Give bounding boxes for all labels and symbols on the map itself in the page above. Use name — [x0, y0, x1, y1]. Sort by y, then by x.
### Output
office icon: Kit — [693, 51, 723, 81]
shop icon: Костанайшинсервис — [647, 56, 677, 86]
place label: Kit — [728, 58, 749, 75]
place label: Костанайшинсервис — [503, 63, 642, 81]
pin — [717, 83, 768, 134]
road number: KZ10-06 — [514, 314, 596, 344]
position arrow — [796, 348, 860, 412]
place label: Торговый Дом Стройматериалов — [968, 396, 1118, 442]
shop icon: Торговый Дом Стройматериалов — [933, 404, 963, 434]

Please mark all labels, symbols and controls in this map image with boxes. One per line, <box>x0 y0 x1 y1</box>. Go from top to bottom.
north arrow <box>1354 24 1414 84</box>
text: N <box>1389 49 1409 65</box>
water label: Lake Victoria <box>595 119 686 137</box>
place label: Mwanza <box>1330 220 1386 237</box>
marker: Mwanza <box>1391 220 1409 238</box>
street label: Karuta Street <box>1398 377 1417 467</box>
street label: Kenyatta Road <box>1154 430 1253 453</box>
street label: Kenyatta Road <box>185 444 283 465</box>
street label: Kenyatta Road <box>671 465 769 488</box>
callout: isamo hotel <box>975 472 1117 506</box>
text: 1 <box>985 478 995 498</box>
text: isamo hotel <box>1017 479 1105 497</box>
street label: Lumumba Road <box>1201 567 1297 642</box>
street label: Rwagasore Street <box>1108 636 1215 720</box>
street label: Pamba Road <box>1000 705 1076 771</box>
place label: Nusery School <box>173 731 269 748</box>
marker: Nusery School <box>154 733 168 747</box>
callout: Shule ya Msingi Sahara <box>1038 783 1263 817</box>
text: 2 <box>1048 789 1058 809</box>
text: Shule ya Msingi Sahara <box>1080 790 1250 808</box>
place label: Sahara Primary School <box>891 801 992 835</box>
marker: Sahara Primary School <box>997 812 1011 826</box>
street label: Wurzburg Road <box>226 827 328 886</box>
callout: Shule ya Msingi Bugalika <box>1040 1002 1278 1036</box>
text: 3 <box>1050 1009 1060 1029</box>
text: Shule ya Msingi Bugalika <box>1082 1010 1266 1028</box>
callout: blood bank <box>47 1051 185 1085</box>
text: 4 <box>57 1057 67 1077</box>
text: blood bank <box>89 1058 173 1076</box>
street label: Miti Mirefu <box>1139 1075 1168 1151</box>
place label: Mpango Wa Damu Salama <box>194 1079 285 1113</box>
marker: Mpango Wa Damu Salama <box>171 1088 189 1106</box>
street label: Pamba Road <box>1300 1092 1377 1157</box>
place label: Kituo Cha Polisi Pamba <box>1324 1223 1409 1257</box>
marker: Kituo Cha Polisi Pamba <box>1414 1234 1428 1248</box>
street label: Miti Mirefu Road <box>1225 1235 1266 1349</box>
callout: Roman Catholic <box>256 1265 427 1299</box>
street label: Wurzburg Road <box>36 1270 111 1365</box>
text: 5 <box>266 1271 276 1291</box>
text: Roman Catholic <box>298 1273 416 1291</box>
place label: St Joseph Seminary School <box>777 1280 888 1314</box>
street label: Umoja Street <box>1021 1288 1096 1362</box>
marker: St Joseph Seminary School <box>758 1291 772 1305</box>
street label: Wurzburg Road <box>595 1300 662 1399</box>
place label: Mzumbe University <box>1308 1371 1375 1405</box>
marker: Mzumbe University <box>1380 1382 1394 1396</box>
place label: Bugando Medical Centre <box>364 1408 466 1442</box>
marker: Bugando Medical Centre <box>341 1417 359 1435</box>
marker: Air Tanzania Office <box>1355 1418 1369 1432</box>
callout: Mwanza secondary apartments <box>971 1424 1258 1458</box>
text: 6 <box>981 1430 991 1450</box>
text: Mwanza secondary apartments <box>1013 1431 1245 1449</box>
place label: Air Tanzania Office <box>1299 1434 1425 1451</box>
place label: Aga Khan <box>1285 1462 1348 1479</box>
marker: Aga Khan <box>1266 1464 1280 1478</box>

****************************************

**YOUR ASSIGNMENT**:
Every entry should be reproduced exactly, with no part omitted.

**ANSWER SPACE**:
Give bounding boxes for all labels and symbols on the map itself in the page above. Use name — [x0, y0, x1, y1]. Sort by y, then by x.
### Output
office icon: Kit — [693, 51, 723, 81]
shop icon: Костанайшинсервис — [647, 56, 677, 86]
place label: Kit — [728, 58, 749, 75]
place label: Костанайшинсервис — [503, 63, 642, 81]
pin — [717, 83, 768, 134]
road number: KZ10-06 — [514, 314, 596, 344]
position arrow — [796, 348, 860, 412]
place label: Торговый Дом Стройматериалов — [968, 396, 1118, 442]
shop icon: Торговый Дом Стройматериалов — [933, 404, 963, 434]

Please mark all labels, symbols and controls in this map image with boxes. One per line, <box>x0 y0 x1 y1</box>. Go from top to bottom.
north arrow <box>1354 24 1414 84</box>
text: N <box>1389 49 1409 65</box>
water label: Lake Victoria <box>595 119 686 137</box>
place label: Mwanza <box>1330 220 1386 237</box>
marker: Mwanza <box>1391 220 1409 238</box>
street label: Karuta Street <box>1398 377 1417 467</box>
street label: Kenyatta Road <box>1154 430 1253 453</box>
street label: Kenyatta Road <box>185 444 283 465</box>
street label: Kenyatta Road <box>671 465 769 488</box>
callout: isamo hotel <box>975 472 1117 506</box>
text: 1 <box>985 478 995 498</box>
text: isamo hotel <box>1017 479 1105 497</box>
street label: Lumumba Road <box>1201 567 1297 642</box>
street label: Rwagasore Street <box>1108 636 1215 720</box>
street label: Pamba Road <box>1000 705 1076 771</box>
place label: Nusery School <box>173 731 269 748</box>
marker: Nusery School <box>154 733 168 747</box>
callout: Shule ya Msingi Sahara <box>1038 783 1263 817</box>
text: 2 <box>1048 789 1058 809</box>
text: Shule ya Msingi Sahara <box>1080 790 1250 808</box>
place label: Sahara Primary School <box>891 801 992 835</box>
marker: Sahara Primary School <box>997 812 1011 826</box>
street label: Wurzburg Road <box>226 827 328 886</box>
callout: Shule ya Msingi Bugalika <box>1040 1002 1278 1036</box>
text: 3 <box>1050 1009 1060 1029</box>
text: Shule ya Msingi Bugalika <box>1082 1010 1266 1028</box>
callout: blood bank <box>47 1051 185 1085</box>
text: 4 <box>57 1057 67 1077</box>
text: blood bank <box>89 1058 173 1076</box>
street label: Miti Mirefu <box>1139 1075 1168 1151</box>
place label: Mpango Wa Damu Salama <box>194 1079 285 1113</box>
marker: Mpango Wa Damu Salama <box>171 1088 189 1106</box>
street label: Pamba Road <box>1300 1092 1377 1157</box>
place label: Kituo Cha Polisi Pamba <box>1324 1223 1409 1257</box>
marker: Kituo Cha Polisi Pamba <box>1414 1234 1428 1248</box>
street label: Miti Mirefu Road <box>1225 1235 1266 1349</box>
callout: Roman Catholic <box>256 1265 427 1299</box>
street label: Wurzburg Road <box>36 1270 111 1365</box>
text: 5 <box>266 1271 276 1291</box>
text: Roman Catholic <box>298 1273 416 1291</box>
place label: St Joseph Seminary School <box>777 1280 888 1314</box>
street label: Umoja Street <box>1021 1288 1096 1362</box>
marker: St Joseph Seminary School <box>758 1291 772 1305</box>
street label: Wurzburg Road <box>595 1300 662 1399</box>
place label: Mzumbe University <box>1308 1371 1375 1405</box>
marker: Mzumbe University <box>1380 1382 1394 1396</box>
place label: Bugando Medical Centre <box>364 1408 466 1442</box>
marker: Bugando Medical Centre <box>341 1417 359 1435</box>
marker: Air Tanzania Office <box>1355 1418 1369 1432</box>
callout: Mwanza secondary apartments <box>971 1424 1258 1458</box>
text: 6 <box>981 1430 991 1450</box>
text: Mwanza secondary apartments <box>1013 1431 1245 1449</box>
place label: Air Tanzania Office <box>1299 1434 1425 1451</box>
place label: Aga Khan <box>1285 1462 1348 1479</box>
marker: Aga Khan <box>1266 1464 1280 1478</box>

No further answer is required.